Believe it or not, I am a Christian. I always have been. I know my previous musings will make you think otherwise, but this is what I am. I believe in the power of prayer and I do believe that having some sort of belief system can and does help in situations. However, time and time again the automatic response to people’s suffering is just to pray it all away. If you’re gay, pray it away. If bailifs are knocking on your door, pray it away. If immigration is coming for you, pray it away. It is such a lazy and hazadous response to actual suffering. If the bible has taught me anything, it’s that prayer doesn’t work alone, there needs to be a physical action. (Except for being gay, you cannot and should not change that) This pray it away mentality is a sentiment echoed throughought modern evangelical christianty. I personally know of many people who have left church because of it. I remember spending hours on my knees praying and praying for it all to end. I thought maybe I wasn’t praying hard enough, maybe my faith is lacking, maybe all of this is punishment for my sins. This is how I was conditioned to feel and whenever I spoke to my christian friends, this was basically what they were saying. Very few actually offered practical solutions, such as going to see a doctor, go to therapy, meditate etc. So many christians do not talk about mental health and wellbeing for the mere fact that mental suffering is somehow in direct correlation with your standing with God. Now I’m not saying prayer doesn’t work, because I believe it does but; most of the time prayer will lead you to practical solutions. I prayed and the answer I got was not to go to church, but to reach out and talk to someone, actually physically let someone know that I need help. That doesn’t mean to say I’m relagating God to the backseat of my life, it’s just that I believe medication and Doctors and therapy and counselling etc are here for a reason.

‘One day it will all make sense’’

Although I was prescribed anti-depressants, I have yet to take them.
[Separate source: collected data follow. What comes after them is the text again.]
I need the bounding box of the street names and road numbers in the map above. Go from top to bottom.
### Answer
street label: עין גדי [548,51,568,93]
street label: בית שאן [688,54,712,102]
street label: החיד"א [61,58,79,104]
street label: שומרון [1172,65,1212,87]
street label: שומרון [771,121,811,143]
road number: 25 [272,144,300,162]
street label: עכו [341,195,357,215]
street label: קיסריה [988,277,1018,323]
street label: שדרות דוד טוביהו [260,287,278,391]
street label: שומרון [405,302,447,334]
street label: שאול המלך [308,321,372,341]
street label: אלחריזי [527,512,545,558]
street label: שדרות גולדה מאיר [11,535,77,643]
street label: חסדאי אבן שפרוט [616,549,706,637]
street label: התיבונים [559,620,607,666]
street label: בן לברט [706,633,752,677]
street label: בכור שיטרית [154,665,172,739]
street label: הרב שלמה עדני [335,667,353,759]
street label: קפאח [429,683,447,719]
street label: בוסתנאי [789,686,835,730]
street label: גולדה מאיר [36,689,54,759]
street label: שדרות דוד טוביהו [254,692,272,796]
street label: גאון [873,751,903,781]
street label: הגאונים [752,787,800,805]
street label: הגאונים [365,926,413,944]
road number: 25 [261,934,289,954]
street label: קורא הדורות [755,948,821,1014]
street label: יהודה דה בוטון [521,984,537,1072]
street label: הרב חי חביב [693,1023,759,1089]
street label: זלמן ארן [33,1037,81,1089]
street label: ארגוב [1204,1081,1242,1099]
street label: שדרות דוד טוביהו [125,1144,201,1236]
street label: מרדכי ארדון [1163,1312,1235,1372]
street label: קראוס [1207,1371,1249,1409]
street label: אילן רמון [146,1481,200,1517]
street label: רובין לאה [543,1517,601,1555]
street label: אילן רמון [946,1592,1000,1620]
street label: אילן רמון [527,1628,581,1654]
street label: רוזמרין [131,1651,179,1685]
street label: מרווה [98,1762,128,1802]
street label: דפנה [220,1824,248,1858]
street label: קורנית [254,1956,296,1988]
It’s not because I don’t think they will work or that I am giving in to depression, I just feel at this moment in time, I don’t think it’s the best course of treatment for me. I’ve found that therapy has been the most effective way of managing my mental health and wellbeing. Just talking to someone who doesn’t know me is a very cathartic and almost thrilling thing to do. Although things haven’t been as bad as they were 3 years ago, there are still times when I find myself spiralling back into those thought patterns and behaviours. It takes a wealth of discipline to stop myself from laying in bed all day and losing interest in everything. When I sense this is happening I meditate or I just move or listen to a song or tell my family this is what is happening please encourage me to not do this. It’s hard; I won’t lie. I feel like since that first serious bout of depression, something in me has changed. I can’t say if I’ll ever be like how I was and I’m not necessarily sure I want to be. I’m finally realising that, what I’ve been through is just a small piece in the complex puzzle that is my life. Although I won’t be tattooing ‘DEPRESSED’ on my forehead, I’m not ashamed to say that this is what happened. I’m not ashamed to say I got help and most of all; I’m not ashamed to be Melissa. If this piece of writing can even inspire one person to go and get help, then I know the lack of sleep and propper punctuation is all worth it.